Taking pollsters and politicians by surprise, the Conservative party defied predictions of a hung parliament and won a stunning majority in Britain, taking Prime Minister David Cameron back into 10 Downing Street for another term in office and ending a brief period of coalition politics.
Following the emphatic win that left his Labour opponents in tatters, Cameron met Queen Elizabeth at Buckingham Palace to accept a mandate to form the first majority Conservative government since John Major's surprise victory in 1992.
"This is the sweetest victory of all," Cameron told jubilant supporters at the party headquarters. "The real reason to celebrate tonight, the real reason to be proud, the real reason to be excited is we are going to get the opportunity to serve our country again."
As the final results came in, the Conservatives won 331 seats in the 650-member house, and the main opposition Labour 232. The centre-left Liberal Democrats, who supported Cameron in government since 2010, were all but wiped out, reduced to eight seats from 57.
The face of British politics was altered as the Scottish National Party (SNP) won 56 of 59 seats in Scotland, mostly at the cost of Labour in what was called a ‘siesmic’ shift, finishing as the third largest party in the House of Commons.
Addressing media after visiting Queen Elizabeth to start the process of forming a new government, David Cameron said he would press ahead with a planned referendum on the country's membership of the European Union and he promised Scotland the most devolution "anywhere in the world" after his resounding election victory.
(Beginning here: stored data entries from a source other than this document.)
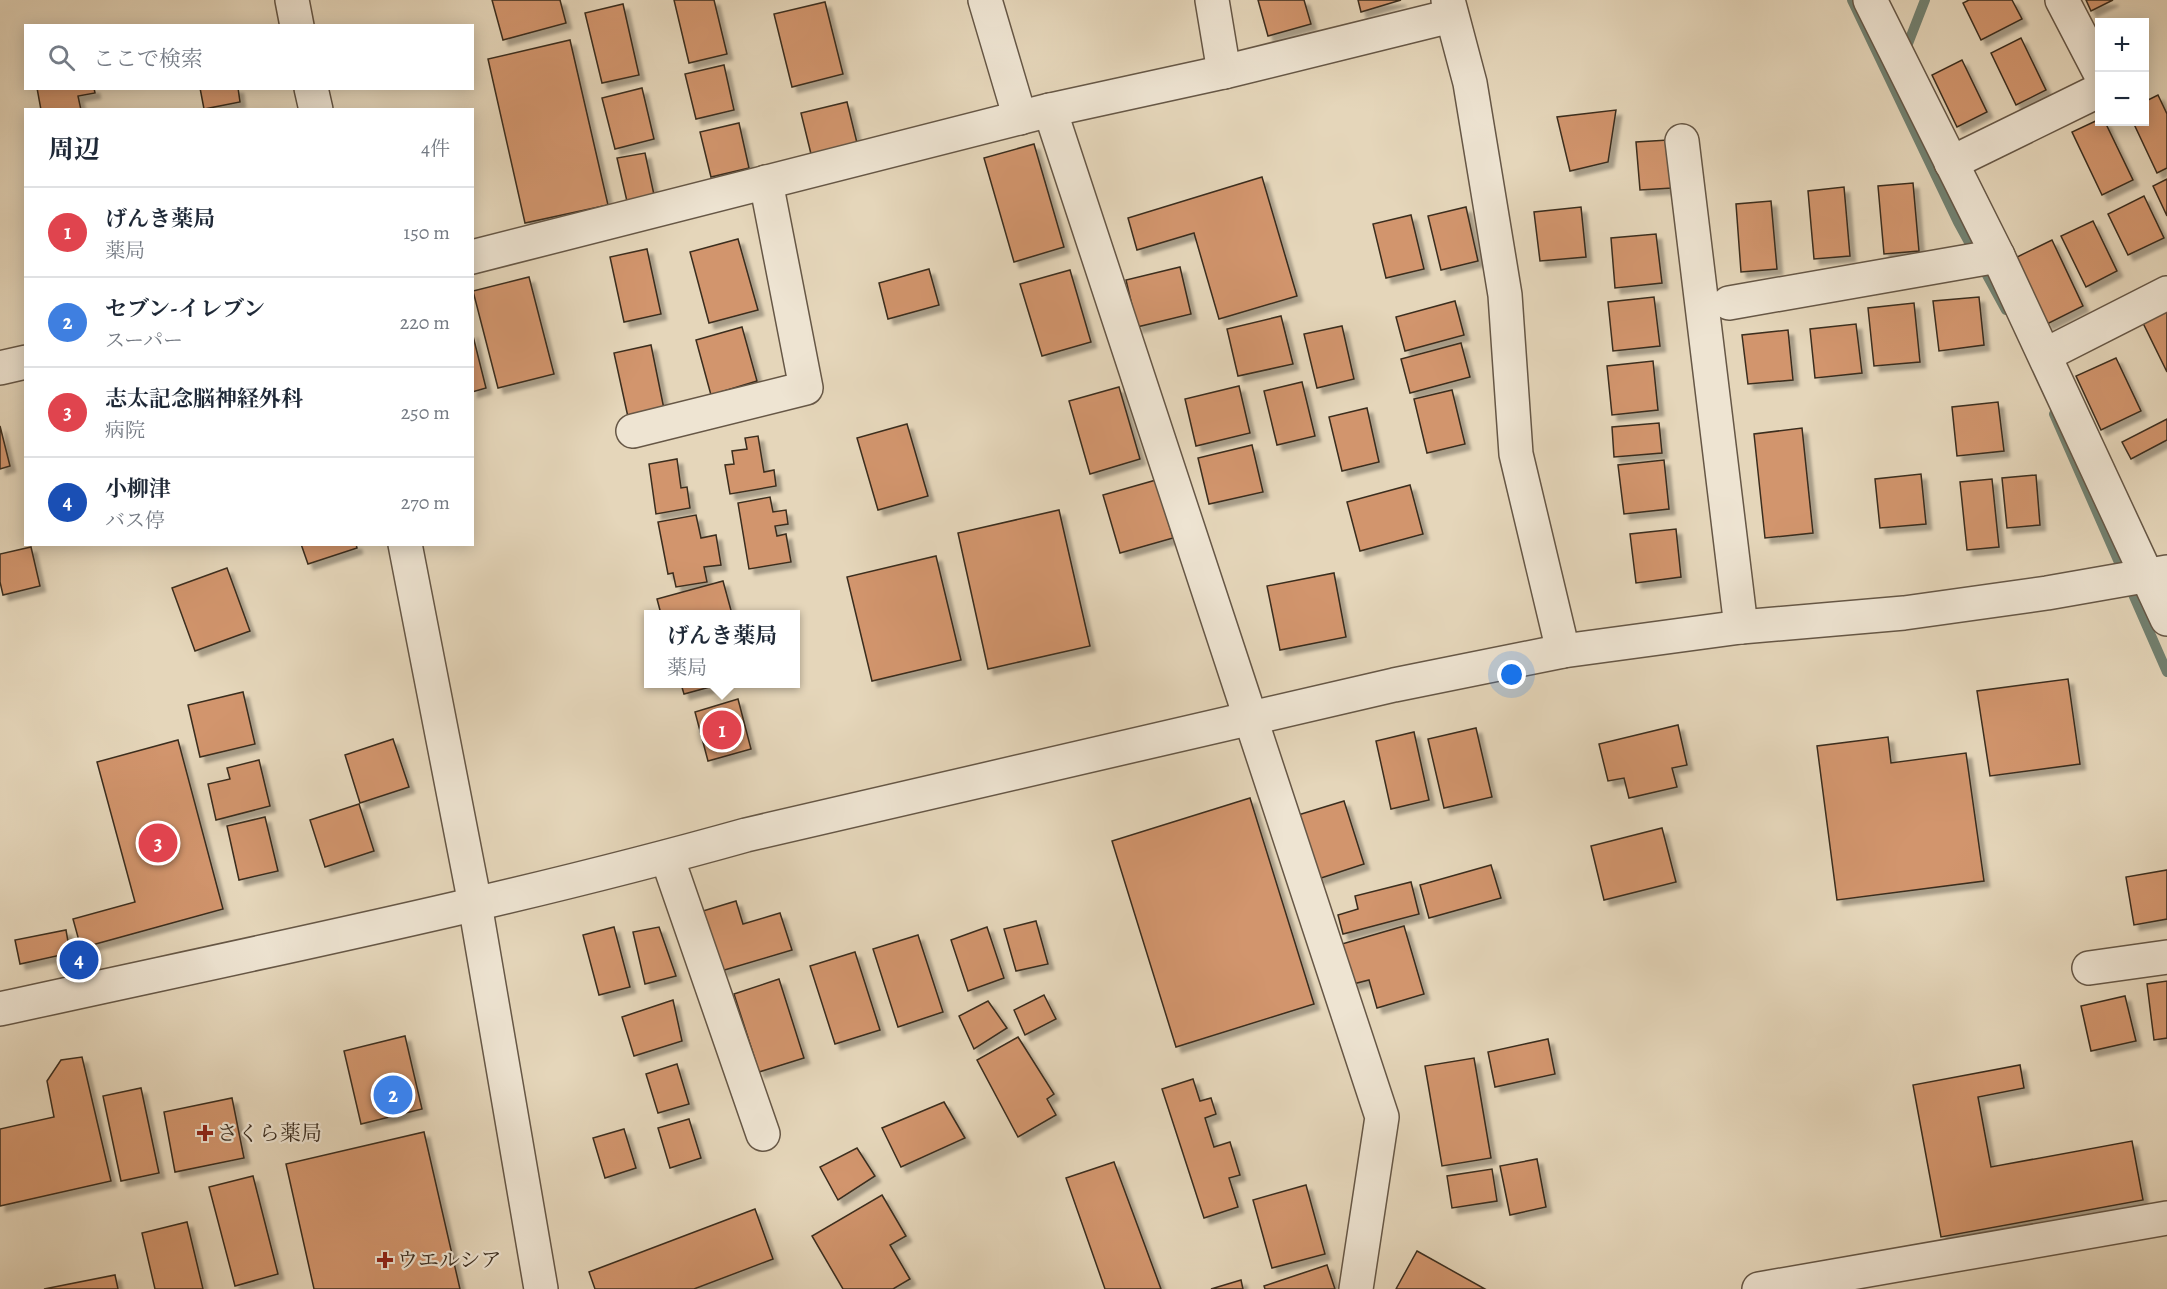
<!DOCTYPE html>
<html lang="ja">
<head>
<meta charset="utf-8">
<style>
  body { margin:0; font-family:Alegreya,"Noto Serif JP",serif; background:#f6f6f7; color:#1f2937 }
  .controls { position:absolute; right:18px; top:18px; display:grid; overflow:hidden; border-radius:0px; box-shadow:0 3px 15px #0003 }
  .controls button { width:54px; height:54px; display:grid; place-items:center; padding:0; border:0; border-bottom:2px solid #e0e1e3; background:#fff; color:#1f2937; font:30px sans-serif }
  .you { position:absolute; left:1512px; top:675px; width:21px; height:21px; margin:-15px; border:4px solid #fff; border-radius:50%; background:#1a73e8; box-shadow:0 0 0 9px #1a73e833 }
  .badge { display:grid; place-items:center; width:39px; height:39px; border-radius:50%; background:#1a73e8; color:#fff; font-size:20px; font-weight:700 }
  .pin { position:absolute; translate:-50% -50%; border:3px solid #fff; box-shadow:0 2px 6px #0006 }
  .popup { position:absolute; left:644px; top:610px; width:156px; height:78px; box-sizing:border-box; display:grid; place-content:center; border-radius:0px; background:#fff; filter:drop-shadow(0 2px 4px #0005); font-size:20px; white-space:nowrap; color:#747a83 }
  .popup b { font-size:22px; color:#1f2937 }
  .popup::after { content:''; position:absolute; left:50%; top:100%; margin-left:-12px; border:12px solid transparent; border-top-color:#fff }
  .list { margin:0; padding:0; list-style:none }
  h2 { display:flex; justify-content:space-between; align-items:center; height:78px; margin:0; padding:0 24px; font-size:26px }
  h2 small { font-size:20px; font-weight:400; color:#747a83 }
  .list li { display:grid; grid-template-columns:39px 1fr auto; gap:18px; align-items:center; box-sizing:border-box; height:90px; padding:0 24px; border-top:2px solid #e0e1e3 }
  .list b { display:block; font-size:22px; white-space:nowrap }
  .list p { margin:0; font-size:20px; white-space:nowrap; color:#747a83 }
  .list em { font-size:20px; font-style:normal; color:#747a83 }
  .icon { flex:none; width:33px; height:33px; fill:none; stroke:currentColor; stroke-width:2; stroke-linecap:round; stroke-linejoin:round }
  .map { position:relative; flex:none; width:2167px; height:1289px; overflow:hidden }
  .search { position:absolute; background:#fff; box-shadow:0 3px 15px #0003; left:24px; top:24px; width:450px; height:66px; display:flex; align-items:center; gap:15px; box-sizing:border-box; padding:0 21px; border-radius:0px; color:#747a83; font-size:22px }
  .panel { position:absolute; background:#fff; box-shadow:0 3px 15px #0003; left:24px; top:108px; width:450px; height:438px; border-radius:0px }
  .map>svg:first-child { display:block }
</style>
</head>
<body>
<div class="map">
<svg width="2167" height="1289" viewBox="0 0 2167 1289">
  <defs>
    <filter id="shadow"><feDropShadow dx="5.5" dy="5.5" stdDeviation="1.5" flood-color="#0004"/></filter>
  </defs>
  <rect width="100%" height="100%" fill="#e5d6ba"/>
  <filter id="stains"><feTurbulence type="fractalNoise" baseFrequency=".00333" numOctaves="4"/><feColorMatrix values="0 0 0 0 .2 0 0 0 0 .09 0 0 0 0 .02 0 0 0 .5 -.17"/></filter>
  <radialGradient id="worn" r=".72"><stop offset=".6" stop-color="#630" stop-opacity="0"/><stop offset="1" stop-color="#630" stop-opacity=".3"/></radialGradient>
  <g fill="none" stroke-linecap="round" stroke-linejoin="round">
    <!-- stream -->
    <g stroke="#728272" stroke-width="10">
      <path d="M1852,0L1958,222L2006,310"/>
      <path d="M1904,54L1925,0"/>
      <path d="M2054,414L2167,672"/>
    </g>
  </g>
  <!-- building -->
  <g fill="#d2956d" stroke="#3b2d1f" stroke-width="1.5" filter="url(#shadow)">
    <path d="M492,0H560L566,23L503,40Z"/>
    <path d="M674,0H714L727,54L689,63Z"/>
    <path d="M1258,0H1304L1311,24L1268,36Z"/>
    <path d="M1358,0H1401L1361,12Z"/>
    <path d="M1969,0H2012L2022,19L1981,40L1963,3Z"/>
    <path d="M2086,0H2113L2091,11Z"/>
    <path d="M825,2L843,74L792,87L774,14Z"/>
    <path d="M623,4L639,75L602,83L585,13Z"/>
    <path d="M2021,38L2046,90L2016,105L1991,53Z"/>
    <path d="M570,40L608,205L525,223L488,59Z"/>
    <path d="M1962,60L1987,112L1957,127L1932,75Z"/>
    <path d="M724,65L734,110L696,119L685,74Z"/>
    <path d="M37,88H94L95,93L78,96L81,110H41Z"/>
    <path d="M200,88H238L240,102L204,109Z"/>
    <path d="M642,88L654,139L615,149L602,98Z"/>
    <path d="M2158,95L2167,114V168L2157,173L2133,122H2144V102Z"/>
    <path d="M847,102L858,147L812,158L801,113Z"/>
    <path d="M1616,110L1608,162L1570,171L1557,117Z"/>
    <path d="M2100,119V122H2105L2133,180L2102,195L2072,132Z"/>
    <path d="M739,123L749,168L711,177L700,132Z"/>
    <path d="M1668,140L1672,188L1640,190L1636,142Z"/>
    <path d="M1034,144L1064,247L1014,262L984,158Z"/>
    <path d="M645,153L656,204L629,210L617,158Z"/>
    <path d="M1262,177L1297,296L1219,319L1194,233L1137,250L1128,218Z"/>
    <path d="M2167,179V216L2153,186Z"/>
    <path d="M1913,183L1919,251L1884,254L1878,186Z"/>
    <path d="M1844,187L1850,256L1814,259L1808,191Z"/>
    <path d="M2144,196L2164,238L2128,255L2108,214Z"/>
    <path d="M1771,201L1777,269L1741,272L1736,204Z"/>
    <path d="M1466,207L1478,261L1441,270L1428,216Z"/>
    <path d="M1581,207L1586,257L1540,261L1534,212Z"/>
    <path d="M1411,215L1424,269L1386,278L1373,224Z"/>
    <path d="M2093,221L2117,271L2086,287L2061,236Z"/>
    <path d="M1656,234L1662,283L1615,288L1611,238Z"/>
    <path d="M738,239L758,310L709,323L690,252Z"/>
    <path d="M2052,240L2083,306L2047,324L2015,258Z"/>
    <path d="M647,249L661,314L624,322L610,257Z"/>
    <path d="M1180,267L1191,314L1137,327L1126,280Z"/>
    <path d="M929,269L939,305L888,319L879,283Z"/>
    <path d="M1070,270L1091,342L1042,356L1020,284Z"/>
    <path d="M529,277L554,374L498,388L473,291Z"/>
    <path d="M1654,297L1660,346L1613,351L1608,302Z"/>
    <path d="M1979,297L1984,345L1939,351L1933,301Z"/>
    <path d="M1455,301L1464,335L1405,351L1396,317Z"/>
    <path d="M1914,303L1920,362L1874,366L1868,308Z"/>
    <path d="M2167,308V372L2142,321Z"/>
    <path d="M1281,316L1293,364L1238,376L1227,329Z"/>
    <path d="M1856,324L1862,373L1815,378L1810,329Z"/>
    <path d="M1342,326L1354,379L1317,388L1304,334Z"/>
    <path d="M742,327L757,381L711,395L696,340Z"/>
    <path d="M1788,330L1793,380L1748,384L1742,335Z"/>
    <path d="M472,332L486,388L472,392Z"/>
    <path d="M1461,343L1470,377L1410,393L1401,359Z"/>
    <path d="M651,345L664,409L628,417L614,353Z"/>
    <path d="M2116,358L2141,411L2101,430L2076,376Z"/>
    <path d="M1653,361L1658,410L1612,415L1607,366Z"/>
    <path d="M1302,382L1315,436L1277,445L1264,391Z"/>
    <path d="M1239,386L1250,433L1196,446L1185,399Z"/>
    <path d="M1119,387L1140,459L1090,474L1069,401Z"/>
    <path d="M1452,390L1465,444L1427,453L1414,399Z"/>
    <path d="M1998,402L2004,451L1957,456L1952,407Z"/>
    <path d="M1367,408L1379,462L1342,471L1329,417Z"/>
    <path d="M2167,419V440L2131,459L2122,442Z"/>
    <path d="M1659,423L1662,453L1614,457L1612,427Z"/>
    <path d="M907,424L928,496L878,510L857,438Z"/>
    <path d="M0,426L10,466L0,469Z"/>
    <path d="M1802,428L1813,533L1765,538L1754,434Z"/>
    <path d="M758,436L764,472L774,470L776,486L730,494L725,465L734,464L732,451L747,449L745,438Z"/>
    <path d="M1252,445L1263,492L1209,504L1198,458Z"/>
    <path d="M677,459L681,488L687,487L690,508L656,514L649,464Z"/>
    <path d="M1664,460L1669,509L1624,514L1618,465Z"/>
    <path d="M1921,474L1926,524L1880,528L1875,479Z"/>
    <path d="M2036,475L2040,525L2007,528L2002,478Z"/>
    <path d="M1992,479L1999,547L1967,550L1960,482Z"/>
    <path d="M1156,480L1173,538L1120,553L1103,495Z"/>
    <path d="M1410,485L1423,534L1360,551L1347,502Z"/>
    <path d="M770,497L773,512L786,510L788,524L775,526L777,536L786,534L791,562L749,569L738,503Z"/>
    <path d="M1059,510L1090,646L988,669L958,533Z"/>
    <path d="M696,515L701,538L716,535L721,565L704,567L707,582L676,587L673,573L668,574L658,522Z"/>
    <path d="M1676,529L1681,577L1636,583L1630,534Z"/>
    <path d="M301,544H356L357,548L308,564Z"/>
    <path d="M31,547L40,586L3,595L0,582V554Z"/>
    <path d="M936,556L961,660L872,681L847,577Z"/>
    <path d="M227,568L250,631L195,651L172,588Z"/>
    <path d="M1334,573L1346,637L1280,650L1267,586Z"/>
    <path d="M723,581L732,614H661L657,599Z"/>
    <path d="M2068,679L2080,764L1990,776L1977,691Z"/>
    <path d="M681,684H721L684,694Z"/>
    <path d="M243,692L255,744L200,757L188,705Z"/>
    <path d="M738,699L751,749L708,761L695,712Z"/>
    <path d="M1678,725L1687,765L1672,768L1677,787L1629,798L1624,778L1608,781L1599,744Z"/>
    <path d="M1476,728L1492,797L1444,808L1428,739Z"/>
    <path d="M1414,732L1429,800L1391,809L1376,741Z"/>
    <path d="M1888,737L1891,763L1966,753L1984,881L1837,900L1817,746Z"/>
    <path d="M393,739L409,787L360,803L345,755Z"/>
    <path d="M178,740L223,909L81,948L73,919L135,902L97,762Z"/>
    <path d="M259,760L270,806L216,820L208,784L230,779L227,768Z"/>
    <path d="M1250,798L1314,1004L1176,1047L1112,841Z"/>
    <path d="M1344,801L1364,864L1318,879L1298,815Z"/>
    <path d="M359,804L374,851L325,867L310,820Z"/>
    <path d="M265,817L278,871L239,880L227,826Z"/>
    <path d="M1662,828L1676,882L1604,900L1591,846Z"/>
    <path d="M1491,865L1501,898L1429,918L1420,885Z"/>
    <path d="M2167,870V919L2134,925L2126,877Z"/>
    <path d="M1411,882L1419,914L1343,934L1338,915L1358,909L1355,896Z"/>
    <path d="M736,901L743,924L780,913L792,950L721,971L703,911Z"/>
    <path d="M1036,921L1048,964L1016,971L1004,929Z"/>
    <path d="M1404,926L1424,994L1377,1008L1369,980L1353,984L1342,944Z"/>
    <path d="M614,927L630,987L599,995L583,935Z"/>
    <path d="M659,927L676,976L645,984L633,932Z"/>
    <path d="M987,927L1004,978L968,991L951,940Z"/>
    <path d="M66,930L70,953L20,964L15,940Z"/>
    <path d="M918,935L943,1012L898,1027L873,949Z"/>
    <path d="M855,952L880,1030L835,1044L810,966Z"/>
    <path d="M779,979L804,1058L759,1072L734,994Z"/>
    <path d="M2167,981V1038L2154,1040L2147,984Z"/>
    <path d="M1044,995L1056,1019L1025,1035L1014,1010Z"/>
    <path d="M2125,996L2136,1041L2091,1051L2081,1006Z"/>
    <path d="M673,1000L682,1041L634,1056L622,1017Z"/>
    <path d="M988,1001L1007,1028L974,1049L959,1016Z"/>
    <path d="M405,1036L422,1109L361,1124L344,1051Z"/>
    <path d="M1018,1037L1054,1094L1047,1099L1056,1115L1018,1137L977,1060Z"/>
    <path d="M1548,1039L1555,1074L1495,1087L1488,1052Z"/>
    <path d="M82,1057L111,1181L0,1206V1129L54,1117L47,1081L61,1060Z"/>
    <path d="M1474,1058L1491,1158L1442,1166L1425,1066Z"/>
    <path d="M677,1064L689,1104L658,1113L646,1074Z"/>
    <path d="M2020,1065L2024,1088L1978,1097L1991,1167L2132,1141L2143,1200L1941,1237L1913,1085Z"/>
    <path d="M1193,1079L1200,1101L1211,1098L1216,1114L1205,1118L1214,1147L1230,1142L1240,1175L1229,1178L1238,1207L1204,1218L1162,1089Z"/>
    <path d="M141,1088L159,1173L121,1181L103,1096Z"/>
    <path d="M232,1098L244,1158L175,1172L164,1112Z"/>
    <path d="M944,1102L965,1138L901,1167L882,1128Z"/>
    <path d="M689,1119L701,1158L670,1168L658,1128Z"/>
    <path d="M624,1129L636,1168L605,1178L593,1138Z"/>
    <path d="M424,1132L460,1289H314L286,1164Z"/>
    <path d="M857,1148L875,1176L838,1200L820,1167Z"/>
    <path d="M1537,1159L1546,1207L1510,1215L1500,1166Z"/>
    <path d="M1114,1162L1161,1289H1105L1066,1178Z"/>
    <path d="M1492,1169L1497,1201L1452,1208L1447,1176Z"/>
    <path d="M253,1176L278,1274L235,1286L209,1187Z"/>
    <path d="M1306,1185L1325,1254L1272,1268L1253,1200Z"/>
    <path d="M882,1195L906,1236L890,1245L910,1279L893,1289H843L812,1236Z"/>
    <path d="M755,1209L773,1259L694,1289H595L589,1272Z"/>
    <path d="M187,1222L203,1289H155L142,1233Z"/>
    <path d="M1417,1251L1485,1289H1396Z"/>
    <path d="M1327,1265L1335,1289H1265L1264,1286Z"/>
    <path d="M115,1275L118,1289H44Z"/>
    <path d="M1241,1280L1243,1289H1211Z"/>
  </g>
  <g fill="none" stroke-linecap="round" stroke-linejoin="round">
    <defs>
      <g id="minor">
        <path d="M292,0L297,26"/>
        <path d="M985,0L1020,118"/>
        <path d="M1212,0L1224,72"/>
        <path d="M1448,0L1470,83L1505,295L1516,454L1563,651"/>
        <path d="M1870,0L1998,256"/>
        <path d="M2062,0L2100,73"/>
        <path d="M311,88L316,110"/>
        <path d="M1050,110L1382,1117L1356,1289"/>
        <path d="M1682,141L1741,627"/>
        <path d="M1951,163L2100,90"/>
        <path d="M472,257L1050,110L1224,72L1451,16"/>
        <path d="M1729,303L1998,256L2167,619"/>
        <path d="M2045,355L2167,293"/>
        <path d="M0,368L26,362"/>
        <path d="M633,431L806,388L766,182"/>
        <path d="M405,544L475,904L541,1289"/>
        <path d="M667,857L763,1134"/>
        <path d="M2089,968L2167,957"/>
        <path d="M0,1009C249,954 500,904 746,835L1394,685L1563,651L1741,627L1904,613L2047,593L2167,572"/>
        <path d="M1759,1289L2167,1218"/>
      </g>
    </defs>
    <!-- minor casing -->
    <use href="#minor" stroke="#665746" stroke-width="36"/>
    <!-- minor -->
    <use href="#minor" stroke="#eee4d2" stroke-width="33"/>
  </g>
  <!-- markers -->
  <g fill="#8f2418" stroke="#eee4d2" stroke-width="2">
    <path d="M202 1124h6v6h6v6h-6v6h-6v-6h-6v-6h6z"/>
    <path d="M382 1251h6v6h6v6h-6v6h-6v-6h-6v-6h6z"/>
  </g>
  <g text-anchor="middle" dominant-baseline="central" stroke-width="4.5" stroke-linejoin="round" paint-order="stroke">
    <!-- poi labels -->
    <g font-size="21" fill="#3b2d1f" stroke="#eee4d2" text-anchor="start">
      <text x="217" y="1133">さくら薬局</text>
      <text x="397" y="1260">ウエルシア</text>
    </g>
  </g>
  <rect width="100%" height="100%" filter="url(#stains)"/>
  <rect width="100%" height="100%" fill="url(#worn)"/>
</svg>
<div class="controls">
<button>+</button>
<button>−</button>
</div>
<div class="you"></div>
<div class="pin badge" style="left:722px;top:730px;background:#e0444e">1</div>
<div class="popup"><b>げんき薬局</b>薬局</div>
<div class="pin badge" style="left:393px;top:1095px;background:#3f7fe0">2</div>
<div class="pin badge" style="left:158px;top:843px;background:#e0444e">3</div>
<div class="pin badge" style="left:79px;top:960px;background:#1a4fb4">4</div>
<div class="search"><svg class="icon" aria-label="search" viewBox="0 0 24 24"><circle cx="10" cy="10" r="6"/><path d="M15 15l6 6"/></svg>ここで検索</div>
<section class="panel">
<h2>周辺<small>4件</small></h2>
<ul class="list">
<li><span class="badge" style="background:#e0444e">1</span><div><b>げんき薬局</b><p>薬局</p></div><em>150 m</em></li>
<li><span class="badge" style="background:#3f7fe0">2</span><div><b>セブン-イレブン</b><p>スーパー</p></div><em>220 m</em></li>
<li><span class="badge" style="background:#e0444e">3</span><div><b>志太記念脳神経外科</b><p>病院</p></div><em>250 m</em></li>
<li><span class="badge" style="background:#1a4fb4">4</span><div><b>小柳津</b><p>バス停</p></div><em>270 m</em></li>
</ul>
</section>
</div>
</body>
</html>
"Yes, we will deliver that in-out referendum on our future in Europe," Cameron said as he addressed the media after visiting Queen Elizabeth to start the process of forming a new government.
Cameron said he would move ahead as fast as possible with a plan to give more powers to Scotland, which voted overwhelmingly for the pro-independence Scottish National Party.
"In Scotland, our plans are to create the strongest devolved government anywhere in the world with important powers over taxation, and no constitutional settlement will be complete if it did not offer also fairness to England," he said.
Video:Surprise in UK polls
The tremors caused by the election forced the leaders of three parties – Labour’s Ed Miliband, Nick Clegg of the Liberal Democrats and Nigel Farage of the UK Independence Party – to resign.
Miliband, an Oxford-educated son of a Marxist intellectual, never quite connected with working-class voters or cast off Labour's reputation for profligacy. He ran a campaign widely seen as better than expected, but was always far behind Cameron in polls asking voters who they saw as a more credible leader.
"I am truly sorry that I did not succeed. I have done my best for five years," said Labour’s prime ministerial candidate Miliband. "The responsibility for the result is mine alone. It is time for someone else to take forward the interests of this party."
Congratulating Cameron on the win, Prime Minister Narendra Modi recalled the former’s words during campaigning: ‘Phir ek baar, Cameron sarkar’.